Grab a keep cup (and actually remember to use it)

If you love to regularly indulge in a barista-made coffee then you must invest in a reusable coffee cup.

Just about everywhere sells their own variety of these babies.  I personally use a Joco cup that was gifted to me by my mum.

Did you know that for a reusable coffee cup to actually outweigh the benefit of disposable cups, it must be used at least 15 times.

So make sure you actually get into the habit of packing your cup in your car or bag when you leave the house.

If I forget my Joco cup at work, I don’t buy a takeaway coffee, or I dine-in.

 

STOP using cling-wrap.

Cling wrap is designed to be a one-use plastic product.  You literally are meant to use it and then throw it away, which baffles me as we know plastics takes hundreds of thousands of years to break down.

Pretty much everything you can use cling wrap for, you can pop into a reusable container.  Or another option is to try out beeswax wraps which are 100% biodegradable (but obviously not a vegan option)

I use wraps made by a friend I work with.  I use them to wrap my cheeses and cover a bowl or leftovers etc.

You can thankfully recycle cling-wrap through the Redcycle program i mentioned earlier, too.

 

 

Join your local Buy Nothing group

Have you heard of Buy Nothing?  It is a gift economy that operates in a series of Facebook groups separated into your location.

As the name suggests, it is a gift economy where you can offer items for free or ask to be considered for stuff that people are getting rid of.

The groups are are categorised by suburb and if your simply search ‘Buy Nothing’ on facey, your local group should pop-up.

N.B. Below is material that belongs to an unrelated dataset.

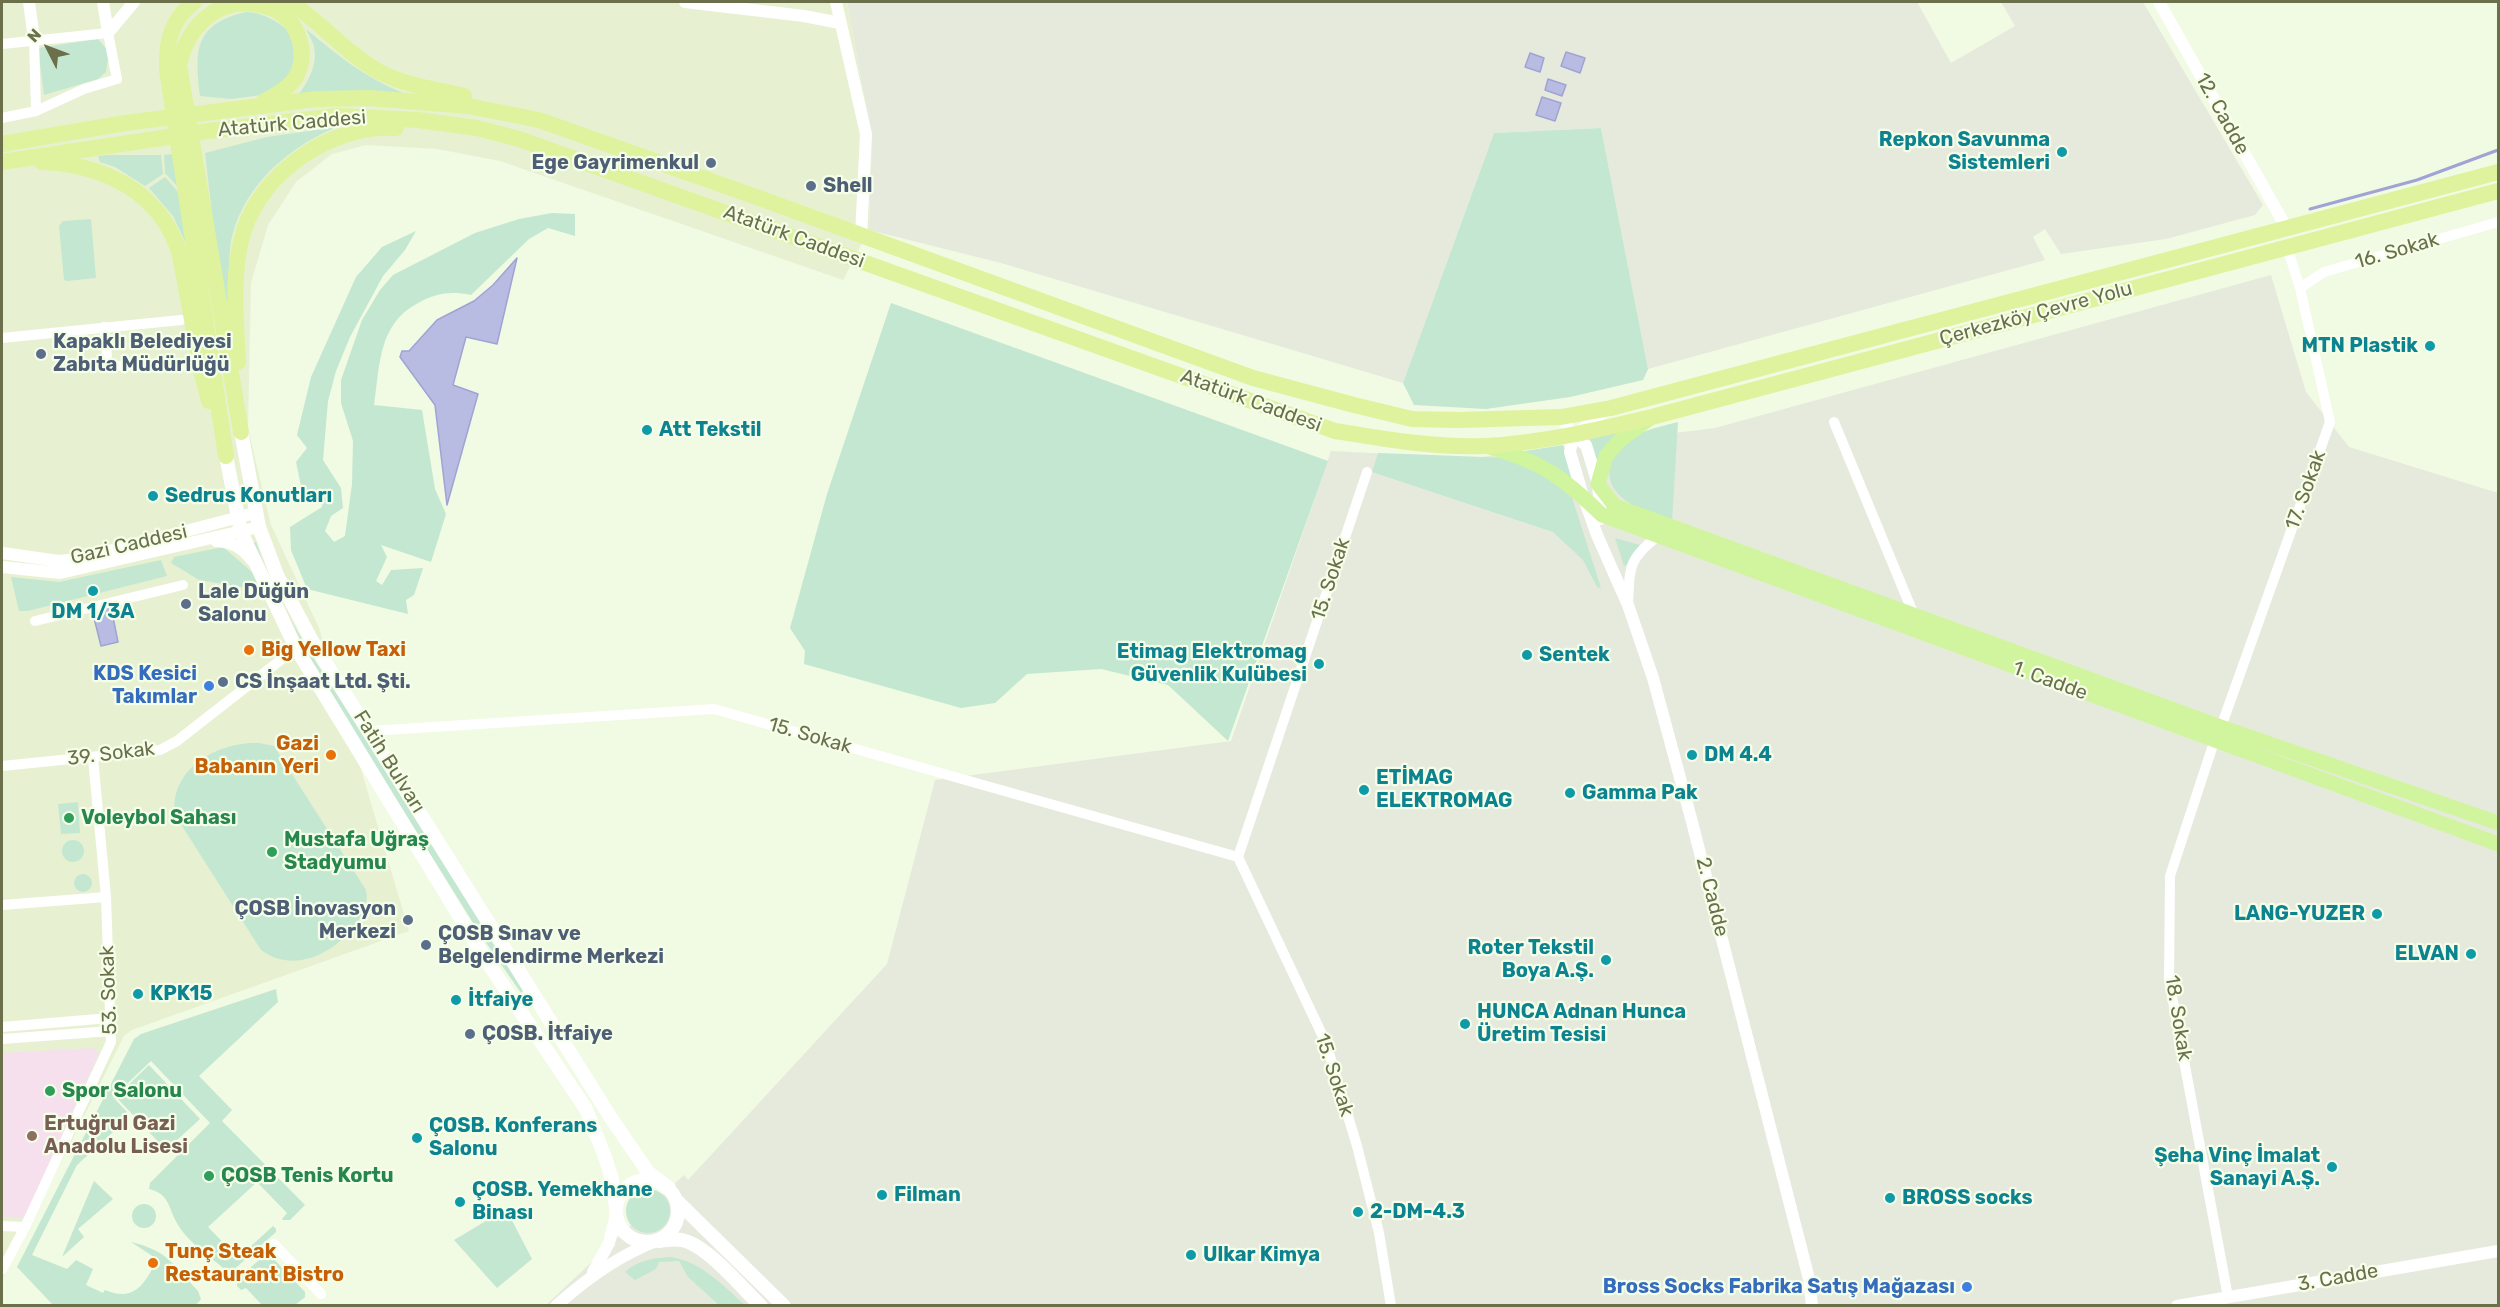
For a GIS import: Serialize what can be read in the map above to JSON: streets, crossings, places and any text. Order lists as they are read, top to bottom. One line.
{"streets":{"highway":["Atatürk Caddesi","Çerkezköy Çevre Yolu"],"main road":["1. Cadde","Fatih Bulvarı"],"street":["12. Cadde","16. Sokak","17. Sokak","Gazi Caddesi","15. Sokak","39. Sokak","2. Cadde","53. Sokak","18. Sokak","3. Cadde"]},"crossings":[["Atatürk Caddesi","Çerkezköy Çevre Yolu"],["Atatürk Caddesi","2. Cadde"],["16. Sokak","17. Sokak"],["Çerkezköy Çevre Yolu","17. Sokak"],["Çerkezköy Çevre Yolu","2. Cadde"],["17. Sokak","1. Cadde"],["Gazi Caddesi","Fatih Bulvarı"],["15. Sokak","Fatih Bulvarı"],["1. Cadde","18. Sokak"],["39. Sokak","Fatih Bulvarı"],["39. Sokak","53. Sokak"],["18. Sokak","3. Cadde"]],"places":["Repkon Savunma Sistemleri","Ege Gayrimenkul","Shell","MTN Plastik","Kapaklı Belediyesi Zabıta Müdürlüğü","Att Tekstil","Sedrus Konutları","DM 1/3A","Lale Düğün Salonu","Big Yellow Taxi","Sentek","Etimag Elektromag Güvenlik Kulübesi","CS İnşaat Ltd. Şti.","KDS Kesici Takımlar","Gazi Babanın Yeri","DM 4.4","ETİMAG ELEKTROMAG","Gamma Pak","Voleybol Sahası","Mustafa Uğraş Stadyumu","LANG-YUZER","ÇOSB İnovasyon Merkezi","ÇOSB Sınav ve Belgelendirme Merkezi","ELVAN","Roter Tekstil Boya A.Ş.","KPK15","İtfaiye","HUNCA Adnan Hunca Üretim Tesisi","ÇOSB. İtfaiye","Spor Salonu","Ertuğrul Gazi Anadolu Lisesi","ÇOSB. Konferans Salonu","Şeha Vinç İmalat Sanayi A.Ş.","ÇOSB Tenis Kortu","Filman","BROSS socks","ÇOSB. Yemekhane Binası","2-DM-4.3","Ulkar Kimya","Tunç Steak Restaurant Bistro","Bross Socks Fabrika Satış Mağazası"],"north":"top left"}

I have decluttered a tonne of stuff via my local Buy Nothing page and have also scored some excellent things – like a 10 foot trampoline that was only 8 months old.

It stops waste going to landfill and instead provides joy to another person, a win-win IMO.

 

Buy natural-fibre clothing

This isn’t necessarily a quick-fix as clothing made from natural fibres such as cotton, can consume a lot of energy and water to create.

We live in a fast-fashion society.  We buy things only to wear them a few times before throwing them out (don’t forget a lot of what we donate to charity ends up in landfill).  If you don’t want to live a slow-fashion life, then perhaps looking at what your clothing is made from is a good start.

The idea with natural fabrics, is that your clothing isn’t made of plastic derivatives and will decompose if you decide to throw it out… you could even feed it to your worms (if you have a worm farm).

Common natural fabrics include: cotton, linen, bamboo, wool, hemp and silk.